Les autorités militaires donnaient l’autorisation de rejoindre les troupes au compte-gouttes, et les journalistes devaient souvent se contenter des communiqués officiels. Pour tenter d’en savoir davantage, ils prenaient d’assaut les soldats permissionnaires dès qu’ils arrivaient à Rome, mais ceux-ci n’étant pas dans le secret des stratèges, la récolte était pauvre. De plus, ils n’avaient qu’une envie : oublier la guerre et s’amuser. Lucie, pour sa part, n’avait pas obtenu un seul laissez-passer pour le front. On lui répondait toujours : pas pour le moment. Elle avait fait valoir que ses collègues en avaient eu, mais l’argument qu’on lui opposait était que les troupes canadiennes se trouvaient dans une position plus délicate que les autres et qu’il fallait la garder secrète. Persuadée qu’en réalité le refus était motivé par les mêmes raisons qu’à Naples, elle se disait qu’elle avait été bien naïve de croire que l’ostracisme était terminé lorsqu’elle avait visité les soldats au repos : c’était justement parce qu’il ne s’y passait rien qu’on lui avait permis de s’y rendre.
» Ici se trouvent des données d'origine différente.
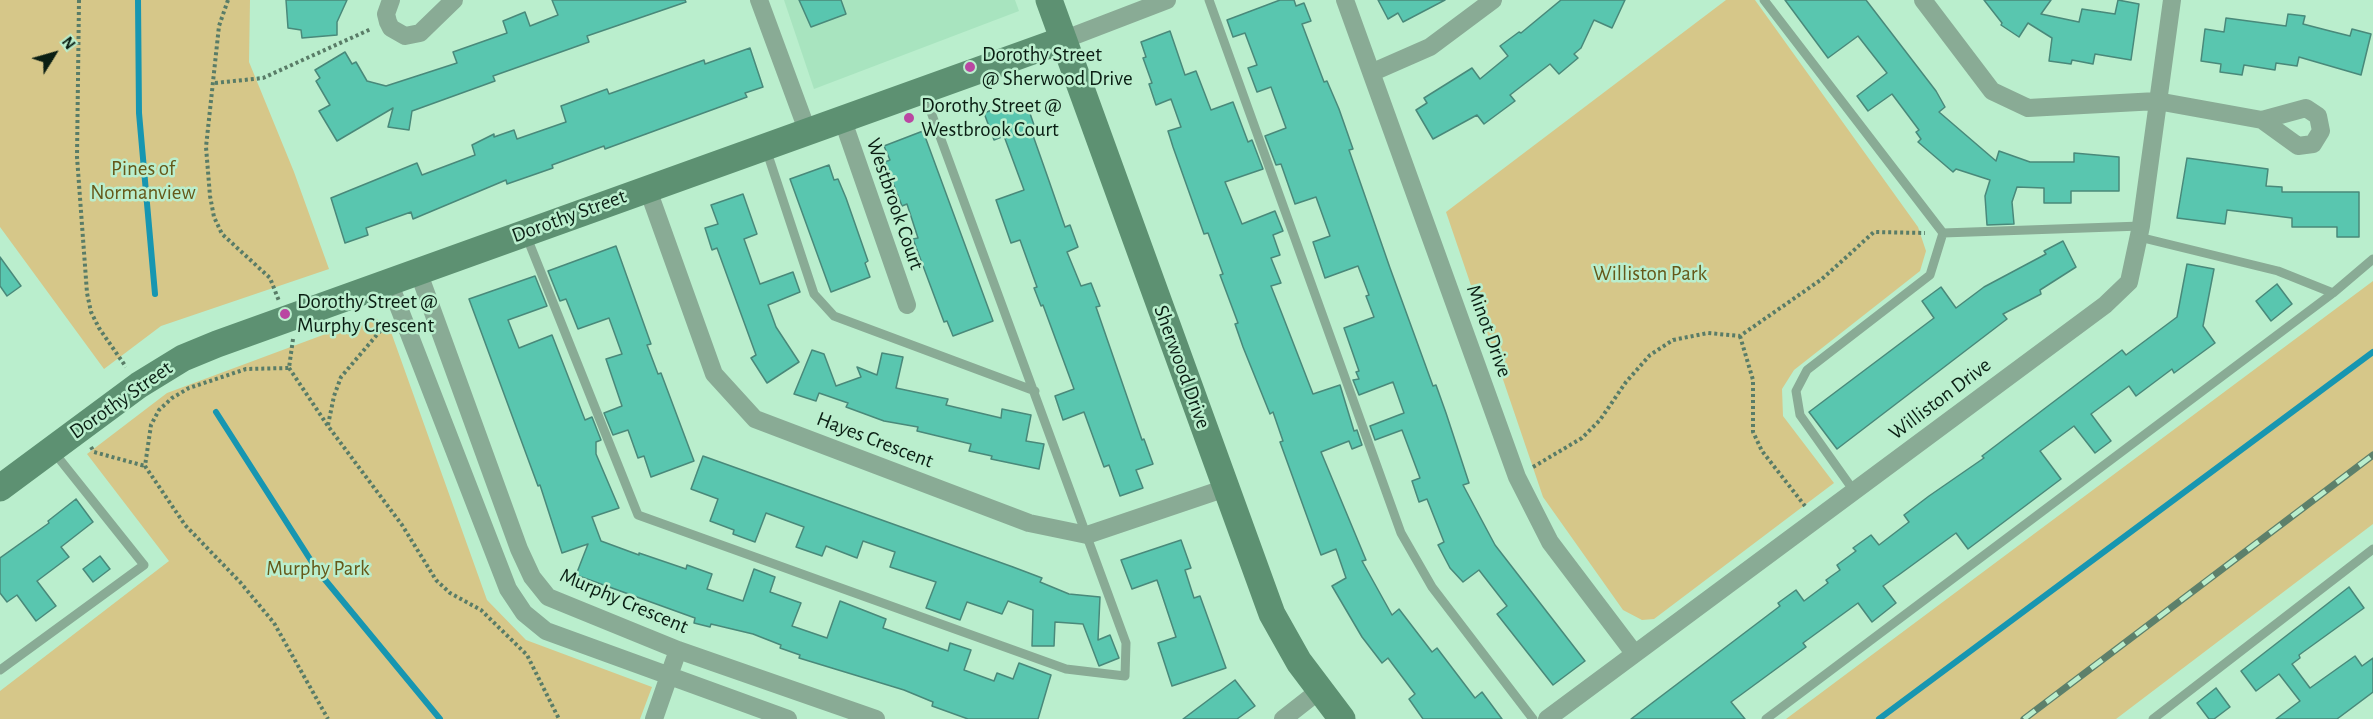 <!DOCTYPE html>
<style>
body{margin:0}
#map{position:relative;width:2373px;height:719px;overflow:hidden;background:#baeecd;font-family:"Alegreya Sans",sans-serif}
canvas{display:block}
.north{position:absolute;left:24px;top:24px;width:60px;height:60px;-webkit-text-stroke:4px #baeecd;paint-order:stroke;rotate:53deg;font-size:16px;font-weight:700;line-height:24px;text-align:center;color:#0a1e13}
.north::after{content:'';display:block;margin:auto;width:21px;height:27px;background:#0a1e13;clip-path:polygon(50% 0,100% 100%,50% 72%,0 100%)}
</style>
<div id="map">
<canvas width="2373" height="719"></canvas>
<div class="north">N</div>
</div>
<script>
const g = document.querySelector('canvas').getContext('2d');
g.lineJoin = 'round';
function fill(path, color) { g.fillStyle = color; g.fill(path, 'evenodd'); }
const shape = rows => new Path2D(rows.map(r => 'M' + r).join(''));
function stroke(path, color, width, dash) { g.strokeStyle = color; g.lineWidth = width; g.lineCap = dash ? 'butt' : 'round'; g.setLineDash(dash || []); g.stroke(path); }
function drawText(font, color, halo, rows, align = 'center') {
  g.font = font + ' "Alegreya Sans",sans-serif'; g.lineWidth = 5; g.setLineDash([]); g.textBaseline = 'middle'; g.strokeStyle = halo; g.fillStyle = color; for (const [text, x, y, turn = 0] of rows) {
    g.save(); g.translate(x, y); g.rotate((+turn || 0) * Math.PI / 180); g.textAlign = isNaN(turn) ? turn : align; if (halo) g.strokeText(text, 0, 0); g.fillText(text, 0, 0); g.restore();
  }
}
fill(shape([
 [784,0,1015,0,1019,11,814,89]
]), '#a8e4bf');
fill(shape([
 [0,0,250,0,249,62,294,172,329,269,161,326,104,369,0,227],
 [1726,0,1755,0,1918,227,1926,251,1920,271,1794,370,1782,389,1783,416,1834,483,1654,619,1642,620,1623,610,1543,497,1446,212],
 [2373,281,2373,524,2116,719,1786,719],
 [374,316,391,332,487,600,526,640,652,687,640,719,0,719,0,691,169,561,87,454,167,393]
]), '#d6c789');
stroke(shape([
 [138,0,139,113,155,294],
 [216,412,317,570,440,719],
 [1879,719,2373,352]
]), '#1796b1', 6);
const building = shape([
 [286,0,347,0,337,22,337,35,302,38,301,30,288,28,286,0],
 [552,0,685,0,686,2,587,36,589,42,493,76,495,81,412,111,409,130,388,127,393,108,337,141,319,111,330,105,316,81,320,78,315,70,345,52,352,64,356,62,367,81,386,86,457,63,453,52,507,33,503,21,525,12,530,26,558,15,552,0],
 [799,0,841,0,846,14,811,27,799,0],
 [1280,0,1294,0,1296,6,1304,3,1311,21,1302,24,1324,82,1327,81,1339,109,1353,149,1349,150,1390,268,1433,386,1436,385,1446,413,1469,483,1463,485,1495,545,1585,661,1553,685,1497,614,1507,606,1479,570,1463,582,1450,568,1438,545,1444,542,1427,499,1419,502,1412,481,1420,478,1402,430,1375,440,1370,426,1404,413,1393,382,1359,395,1353,380,1359,379,1356,372,1359,371,1344,328,1374,317,1366,296,1369,295,1358,266,1325,278,1313,242,1330,236,1316,197,1295,204,1281,164,1276,165,1265,136,1286,128,1271,87,1257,92,1248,68,1257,65,1245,33,1233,37,1227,20,1280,0],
 [1378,0,1445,0,1403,22,1398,13,1388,19,1378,0],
 [1561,0,1625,0,1612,28,1594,20,1581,48,1574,54,1578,58,1559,74,1550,64,1510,95,1515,101,1484,124,1477,115,1433,139,1416,110,1427,103,1424,98,1472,68,1480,79,1508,56,1500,46,1519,32,1521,33,1561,0],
 [1785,0,1866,0,1936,91,1945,107,1939,112,1996,161,1999,151,2030,162,2074,162,2074,153,2119,157,2119,191,2071,191,2071,203,2044,203,2044,188,2017,187,2012,202,2014,224,1987,225,1985,196,1990,180,1956,169,1953,172,1918,142,1921,139,1916,132,1919,130,1892,94,1868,111,1857,96,1887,73,1858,36,1828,58,1785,0],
 [1984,0,2051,0,2041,14,2079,22,2082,9,2115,14,2118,0,2139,4,2131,60,2095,54,2093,64,2072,60,2071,64,2049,61,2052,38,2028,23,2019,37,2001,25,2002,23,1984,0],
 [2288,14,2305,16,2303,24,2330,31,2350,36,2352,29,2371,34,2361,75,2299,57,2297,66,2276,63,2275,70,2244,65,2242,75,2220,72,2221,64,2201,61,2205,29,2224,32,2226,18,2286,26,2288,14],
 [1170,31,1185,75,1196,71,1211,110,1233,102,1248,142,1252,140,1263,169,1225,182,1242,224,1275,211,1283,231,1273,235,1280,255,1271,258,1281,283,1271,286,1282,314,1313,394,1340,385,1354,431,1357,430,1362,445,1352,449,1349,441,1321,452,1366,560,1362,561,1392,615,1399,609,1432,652,1437,648,1475,698,1482,692,1502,719,1423,719,1409,699,1415,694,1388,658,1382,663,1362,637,1332,586,1346,578,1336,549,1321,555,1280,442,1283,441,1273,412,1270,414,1243,347,1235,324,1238,323,1220,275,1223,274,1208,233,1204,234,1173,147,1168,131,1181,127,1171,99,1156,105,1149,84,1152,83,1143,58,1146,57,1141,42,1170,31],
 [750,48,763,87,745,93,747,97,605,149,604,146,552,165,553,168,507,184,506,180,413,219,411,212,366,228,368,235,345,243,331,198,417,163,422,175,475,155,472,145,494,134,494,137,514,130,517,139,566,122,561,106,607,89,609,94,704,60,705,64,750,48],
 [1026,102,1034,125,1030,127,1048,178,1065,227,1070,225,1078,247,1067,252,1081,286,1091,283,1100,306,1096,307,1142,440,1144,439,1153,464,1136,470,1143,488,1120,496,1109,465,1104,467,1084,412,1063,420,1055,396,1074,389,1043,305,1041,306,1034,288,1037,287,1020,240,1011,243,996,200,1024,190,1004,136,994,140,984,113,1000,107,1002,111,1026,102],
 [923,131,993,321,953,336,947,321,944,322,913,239,918,238,907,204,902,206,885,162,890,160,884,146,923,131],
 [2187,158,2268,169,2266,186,2282,187,2282,192,2359,192,2359,237,2337,237,2337,227,2292,227,2292,218,2227,210,2225,224,2177,218,2187,158],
 [829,165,834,180,838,179,846,198,868,261,865,263,870,277,831,292,790,179,829,165],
 [743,194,757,234,744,239,760,284,793,272,800,292,768,305,776,327,799,362,767,383,751,358,756,355,717,248,712,250,705,228,718,224,711,205,743,194],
 [2063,241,2076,267,2040,290,2041,294,2003,314,2007,319,1837,449,1809,412,1934,318,1922,301,1941,287,1956,308,1984,287,2046,254,2044,251,2063,241],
 [616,246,651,344,647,345,658,374,661,373,694,461,651,477,644,456,638,458,628,430,613,435,604,413,622,406,606,359,622,354,609,318,578,329,566,299,560,301,548,271,616,246],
 [0,257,21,286,7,296,0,286,0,257],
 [2187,264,2214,269,2203,326,2215,343,2174,373,2172,369,2136,396,2129,386,2091,414,2111,441,2095,453,2074,426,2040,451,2061,479,1968,549,1956,533,1900,574,1883,586,1896,603,1872,622,1858,603,1803,643,1806,647,1731,702,1745,719,1631,719,1780,606,1778,603,1796,590,1804,601,1828,583,1826,580,1840,570,1837,565,1856,551,1853,548,1871,535,1879,545,1909,522,1904,515,1929,496,1984,458,1982,456,2122,350,2126,355,2177,317,2187,264],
 [535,276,547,306,508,320,519,348,552,335,585,420,592,417,601,440,596,442,596,454,619,508,592,517,601,541,639,555,639,553,686,569,687,565,712,574,707,589,743,601,754,569,775,577,770,592,801,603,792,626,827,638,840,601,886,619,883,628,948,651,950,643,971,650,964,670,994,681,997,673,1013,679,1019,663,1051,675,1038,719,968,719,932,706,933,702,904,690,799,658,800,655,780,648,781,645,753,634,711,624,710,627,694,623,695,618,576,575,588,544,562,553,540,485,538,486,469,299,535,276],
 [2277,284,2292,304,2271,321,2256,301,2277,284],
 [812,350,824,354,836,386,861,377,857,367,877,375,882,353,903,357,896,388,948,399,946,405,1001,418,1002,409,1031,415,1026,441,1044,444,1039,469,991,459,992,456,969,451,971,444,917,431,918,427,884,421,846,407,848,403,819,393,816,401,794,394,812,350],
 [703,456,1013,567,1042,578,1040,582,1069,594,1100,597,1098,640,1110,635,1119,658,1099,666,1083,624,1055,622,1054,646,1032,646,1033,610,1008,601,1002,614,967,602,960,620,926,608,936,582,890,567,895,552,863,541,857,558,826,546,822,556,796,547,804,527,766,513,755,542,733,534,734,530,710,521,718,499,691,489,703,456],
 [76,499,93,522,61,547,69,557,37,581,56,606,36,621,17,595,7,602,0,593,0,558,49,523,48,521,76,499],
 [1181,540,1191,568,1185,570,1194,598,1200,596,1226,668,1172,686,1158,643,1176,637,1157,580,1132,589,1121,560,1181,540],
 [100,556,110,569,93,582,83,569,100,556],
 [2349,587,2364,608,2299,655,2300,658,2292,664,2310,688,2355,656,2362,666,2373,658,2373,692,2337,719,2276,719,2300,701,2279,674,2256,691,2241,671,2349,587],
 [1235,680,1255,706,1237,719,1183,719,1235,680],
 [2216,688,2230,707,2214,719,2209,719,2197,703,2216,688]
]);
fill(building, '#59c6af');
stroke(building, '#49897a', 1.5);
stroke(shape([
 [79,0,77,157,87,293,91,312,99,328,126,367],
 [228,0,219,26,206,147,210,196,214,217,222,234,270,278,279,301],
 [215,83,263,78,371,29],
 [1740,336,1753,380,1753,432,1762,451,1805,506],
 [293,339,289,368,246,369,189,388,172,398,159,410,151,425,145,466,185,525,240,582,274,623,328,719],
 [289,368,328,426,402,525,436,580,450,593,481,610,527,655,559,719],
 [328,425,334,396,341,377,387,323],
 [91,447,94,452,145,466],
 [1533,467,1582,438,1600,420,1626,382,1650,355,1673,340,1708,333,1740,336,1822,279,1874,232,1925,233]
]), '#597c67', 4, [3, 3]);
stroke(shape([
 [1209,0,1401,533,1432,587,1533,719],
 [1764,0,1943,233,1930,275,1807,370,1796,391,1800,415,1854,491],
 [766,149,814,294,834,316,1035,391],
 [1943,233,2141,226],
 [526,235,638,515,1066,669,1125,676,1126,643,924,93],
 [2139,237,2278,271,2333,293],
 [0,670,144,565,53,451],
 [1766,719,2333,293,2373,259],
 [2153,719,2373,549]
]), '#89ab95', 9);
stroke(shape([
 [391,0,386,14,388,22,391,28,405,36,420,33,454,0],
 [759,0,807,130],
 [1345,0,1517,477,1550,542,1634,653],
 [1923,0,1992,91,2028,108,2157,101,2262,120,2298,146,2313,144,2321,131,2318,116,2306,108,2262,120],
 [1063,40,1167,0],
 [1373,72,1430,47,1493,0],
 [842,118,907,305],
 [647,187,714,374,755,419,1029,523,1087,535,1226,488],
 [418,271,519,549,532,577,548,597,678,650,876,719],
 [389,282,508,589,524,613,546,631,788,719],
 [654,719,678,650],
 [1283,719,1320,690],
 [1547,719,2105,305,2129,282,2141,226,2172,0]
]), '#89ab95', 18);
stroke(shape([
 [1049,0,1272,614,1299,662,1342,719],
 [0,488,139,385,183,358,217,344,1063,40]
]), '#5d9172', 27);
const rail = shape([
 [2024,719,2373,455]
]);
stroke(rail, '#5d806b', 7);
stroke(rail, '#baeecd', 4.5, [14]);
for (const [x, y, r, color] of [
 [970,67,6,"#ba47a2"],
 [909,118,6,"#ba47a2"],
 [285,314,6,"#ba47a2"]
]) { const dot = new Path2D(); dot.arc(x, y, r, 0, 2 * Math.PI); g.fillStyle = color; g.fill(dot); stroke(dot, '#baeecd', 2); }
drawText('21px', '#0a1e13', '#baeecd', [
 ["Dorothy Street",982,55],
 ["@ Sherwood Drive",982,79],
 ["Dorothy Street @",921,106],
 ["Westbrook Court",921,130],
 ["Dorothy Street @",297,302],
 ["Murphy Crescent",297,326]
], 'left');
drawText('21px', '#655819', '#baeecd', [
 ["Pines of",143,169],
 ["Normanview",143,193],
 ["Williston Park",1650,274],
 ["Murphy Park",318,569]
]);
drawText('21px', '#0a1e13', '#baeecd', [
 ["Westbrook Court",895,204,71],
 ["Dorothy Street",569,216,-20],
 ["Minot Drive",1489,331,70],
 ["Sherwood Drive",1182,367,70],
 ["Williston Drive",1940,399,-37],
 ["Dorothy Street",121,400,-35],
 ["Hayes Crescent",875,440,21],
 ["Murphy Crescent",624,601,23]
]);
</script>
Comme ses confrères, elle fréquentait les bars proches des hôtels où étaient logés les permissionnaires canadiens dont elle espérait les informations que son journal attendait. Elle allait danser avec eux et souvent ses amies soldates étaient là, ainsi que Mario, le Montréalais rencontré à Naples, qui avait le mal du pays et lui parlait de Lizza et de son petit Andrea.
De manière à ne pas avoir à éconduire un jeune homme trop entreprenant, Lucie n’acceptait leurs invitations que s’ils étaient en petit groupe et partageait équitablement les danses entre eux. Son attitude de camaraderie les incitait davantage à évoquer le pays, dont ils avaient la nostalgie, qu’à engager un flirt.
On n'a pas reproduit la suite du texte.